## DIRECTIONS
Wherever a line in the records contains the word "align", return that line.

## INFORMATION GIVEN
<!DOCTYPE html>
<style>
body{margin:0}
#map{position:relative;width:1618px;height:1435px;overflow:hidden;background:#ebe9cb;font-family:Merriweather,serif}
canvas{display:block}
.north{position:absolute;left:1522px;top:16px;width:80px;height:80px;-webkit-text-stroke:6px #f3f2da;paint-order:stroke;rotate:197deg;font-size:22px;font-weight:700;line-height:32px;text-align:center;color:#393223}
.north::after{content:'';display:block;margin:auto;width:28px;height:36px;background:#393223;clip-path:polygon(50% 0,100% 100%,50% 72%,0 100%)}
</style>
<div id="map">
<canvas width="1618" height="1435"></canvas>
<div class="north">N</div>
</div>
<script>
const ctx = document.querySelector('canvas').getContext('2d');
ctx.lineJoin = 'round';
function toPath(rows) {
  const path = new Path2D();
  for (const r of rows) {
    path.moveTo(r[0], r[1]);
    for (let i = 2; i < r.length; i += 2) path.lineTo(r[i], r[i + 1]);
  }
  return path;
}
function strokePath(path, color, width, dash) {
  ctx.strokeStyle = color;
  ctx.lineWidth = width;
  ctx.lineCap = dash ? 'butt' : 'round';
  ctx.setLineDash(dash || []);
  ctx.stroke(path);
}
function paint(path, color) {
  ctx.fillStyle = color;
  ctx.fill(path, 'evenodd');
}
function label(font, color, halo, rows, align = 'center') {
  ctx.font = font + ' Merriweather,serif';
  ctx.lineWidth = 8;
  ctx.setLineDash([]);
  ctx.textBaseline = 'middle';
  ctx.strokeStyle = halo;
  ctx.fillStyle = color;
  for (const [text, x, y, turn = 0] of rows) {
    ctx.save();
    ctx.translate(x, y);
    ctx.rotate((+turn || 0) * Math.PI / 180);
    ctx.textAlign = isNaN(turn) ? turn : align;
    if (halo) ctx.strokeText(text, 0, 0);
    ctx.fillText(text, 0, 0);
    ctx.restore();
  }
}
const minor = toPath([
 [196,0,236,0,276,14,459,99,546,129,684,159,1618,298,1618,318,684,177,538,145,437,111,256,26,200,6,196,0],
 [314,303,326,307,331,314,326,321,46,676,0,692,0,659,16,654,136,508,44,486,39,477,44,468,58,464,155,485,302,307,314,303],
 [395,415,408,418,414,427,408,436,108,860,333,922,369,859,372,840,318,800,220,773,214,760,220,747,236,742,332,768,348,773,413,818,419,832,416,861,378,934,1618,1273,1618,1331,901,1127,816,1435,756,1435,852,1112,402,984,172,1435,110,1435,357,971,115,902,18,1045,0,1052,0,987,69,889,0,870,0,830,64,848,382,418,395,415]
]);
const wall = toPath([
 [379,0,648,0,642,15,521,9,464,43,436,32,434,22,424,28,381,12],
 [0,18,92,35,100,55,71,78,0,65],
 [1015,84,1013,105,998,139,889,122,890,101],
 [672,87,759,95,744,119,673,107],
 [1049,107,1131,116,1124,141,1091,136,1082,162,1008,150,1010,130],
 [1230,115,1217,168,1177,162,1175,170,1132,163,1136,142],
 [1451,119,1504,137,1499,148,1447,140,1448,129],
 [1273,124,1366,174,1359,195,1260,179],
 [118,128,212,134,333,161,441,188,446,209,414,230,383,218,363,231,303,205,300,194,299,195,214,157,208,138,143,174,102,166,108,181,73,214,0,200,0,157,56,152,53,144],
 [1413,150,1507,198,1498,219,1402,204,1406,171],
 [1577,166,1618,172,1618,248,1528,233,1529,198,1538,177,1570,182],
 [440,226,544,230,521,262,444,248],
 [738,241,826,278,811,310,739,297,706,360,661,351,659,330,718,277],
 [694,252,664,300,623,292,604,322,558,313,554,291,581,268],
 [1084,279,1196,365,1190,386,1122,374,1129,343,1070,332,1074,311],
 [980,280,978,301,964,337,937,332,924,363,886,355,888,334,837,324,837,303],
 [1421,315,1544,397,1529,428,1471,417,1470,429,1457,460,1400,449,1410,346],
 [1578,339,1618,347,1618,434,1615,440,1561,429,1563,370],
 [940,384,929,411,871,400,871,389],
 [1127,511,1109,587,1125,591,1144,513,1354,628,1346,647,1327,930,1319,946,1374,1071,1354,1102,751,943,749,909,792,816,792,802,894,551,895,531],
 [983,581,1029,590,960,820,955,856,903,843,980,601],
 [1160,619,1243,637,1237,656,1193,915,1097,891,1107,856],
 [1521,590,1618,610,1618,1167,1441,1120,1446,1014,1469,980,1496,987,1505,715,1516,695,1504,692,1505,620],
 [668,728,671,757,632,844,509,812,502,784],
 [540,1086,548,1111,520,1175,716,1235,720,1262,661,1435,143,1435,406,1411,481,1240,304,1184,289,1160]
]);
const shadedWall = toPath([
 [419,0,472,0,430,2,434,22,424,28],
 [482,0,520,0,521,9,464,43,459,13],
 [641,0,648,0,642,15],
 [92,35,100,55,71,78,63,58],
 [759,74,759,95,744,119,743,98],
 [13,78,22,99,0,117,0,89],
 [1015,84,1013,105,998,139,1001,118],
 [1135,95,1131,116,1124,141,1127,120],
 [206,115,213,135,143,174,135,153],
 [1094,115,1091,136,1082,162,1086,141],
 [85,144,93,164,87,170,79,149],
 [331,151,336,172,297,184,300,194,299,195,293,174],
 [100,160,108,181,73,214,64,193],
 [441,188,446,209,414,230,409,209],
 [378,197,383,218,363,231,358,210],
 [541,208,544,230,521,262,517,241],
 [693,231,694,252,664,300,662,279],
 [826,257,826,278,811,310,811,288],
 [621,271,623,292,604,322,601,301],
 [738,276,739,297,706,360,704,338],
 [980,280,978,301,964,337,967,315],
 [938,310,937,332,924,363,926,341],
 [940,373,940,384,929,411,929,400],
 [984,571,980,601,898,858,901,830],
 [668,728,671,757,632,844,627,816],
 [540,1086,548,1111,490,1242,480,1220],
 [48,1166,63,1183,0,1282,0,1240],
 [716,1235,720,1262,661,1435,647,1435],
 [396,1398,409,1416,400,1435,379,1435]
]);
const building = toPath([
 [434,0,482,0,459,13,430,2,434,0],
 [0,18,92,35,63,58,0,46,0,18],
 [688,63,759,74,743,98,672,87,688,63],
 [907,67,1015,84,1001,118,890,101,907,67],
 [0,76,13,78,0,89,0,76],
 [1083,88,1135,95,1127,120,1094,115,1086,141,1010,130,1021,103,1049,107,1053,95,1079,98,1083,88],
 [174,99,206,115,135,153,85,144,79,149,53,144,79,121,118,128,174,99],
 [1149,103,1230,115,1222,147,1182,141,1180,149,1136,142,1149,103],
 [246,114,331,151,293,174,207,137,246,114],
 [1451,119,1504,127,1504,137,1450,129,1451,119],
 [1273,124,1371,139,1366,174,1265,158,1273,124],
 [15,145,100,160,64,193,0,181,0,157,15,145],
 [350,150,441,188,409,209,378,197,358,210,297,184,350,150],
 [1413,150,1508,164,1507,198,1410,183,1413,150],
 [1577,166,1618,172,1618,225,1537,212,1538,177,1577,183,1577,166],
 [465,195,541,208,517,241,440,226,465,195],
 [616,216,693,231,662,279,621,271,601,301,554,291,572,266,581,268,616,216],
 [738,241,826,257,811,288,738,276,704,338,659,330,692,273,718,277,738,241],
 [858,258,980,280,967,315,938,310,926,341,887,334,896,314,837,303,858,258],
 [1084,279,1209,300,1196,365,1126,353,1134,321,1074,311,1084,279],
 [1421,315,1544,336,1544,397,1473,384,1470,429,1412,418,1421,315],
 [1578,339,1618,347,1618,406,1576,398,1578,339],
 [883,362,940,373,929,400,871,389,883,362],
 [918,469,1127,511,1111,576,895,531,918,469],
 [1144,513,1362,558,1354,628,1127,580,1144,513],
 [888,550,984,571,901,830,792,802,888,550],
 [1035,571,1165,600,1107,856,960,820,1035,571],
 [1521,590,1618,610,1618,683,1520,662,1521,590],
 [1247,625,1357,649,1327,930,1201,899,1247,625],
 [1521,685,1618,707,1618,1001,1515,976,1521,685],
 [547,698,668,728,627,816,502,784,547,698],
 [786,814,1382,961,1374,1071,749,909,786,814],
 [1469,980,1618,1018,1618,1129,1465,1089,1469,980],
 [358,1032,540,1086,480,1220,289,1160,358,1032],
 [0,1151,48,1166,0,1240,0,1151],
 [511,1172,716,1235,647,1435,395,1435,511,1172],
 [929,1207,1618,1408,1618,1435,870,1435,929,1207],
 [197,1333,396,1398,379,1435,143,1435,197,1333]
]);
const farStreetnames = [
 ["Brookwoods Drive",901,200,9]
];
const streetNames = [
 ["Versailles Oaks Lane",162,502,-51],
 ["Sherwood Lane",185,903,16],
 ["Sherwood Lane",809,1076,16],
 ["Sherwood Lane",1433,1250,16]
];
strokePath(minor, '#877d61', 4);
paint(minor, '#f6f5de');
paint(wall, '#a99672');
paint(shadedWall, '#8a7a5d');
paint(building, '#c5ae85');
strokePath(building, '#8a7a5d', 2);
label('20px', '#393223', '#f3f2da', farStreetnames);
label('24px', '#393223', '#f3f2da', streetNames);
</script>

## YOUR SOLUTION
.north{position:absolute;left:1522px;top:16px;width:80px;height:80px;-webkit-text-stroke:6px #f3f2da;paint-order:stroke;rotate:197deg;font-size:22px;font-weight:700;line-height:32px;text-align:center;color:#393223}
function label(font, color, halo, rows, align = 'center') {
    ctx.textAlign = isNaN(turn) ? turn : align;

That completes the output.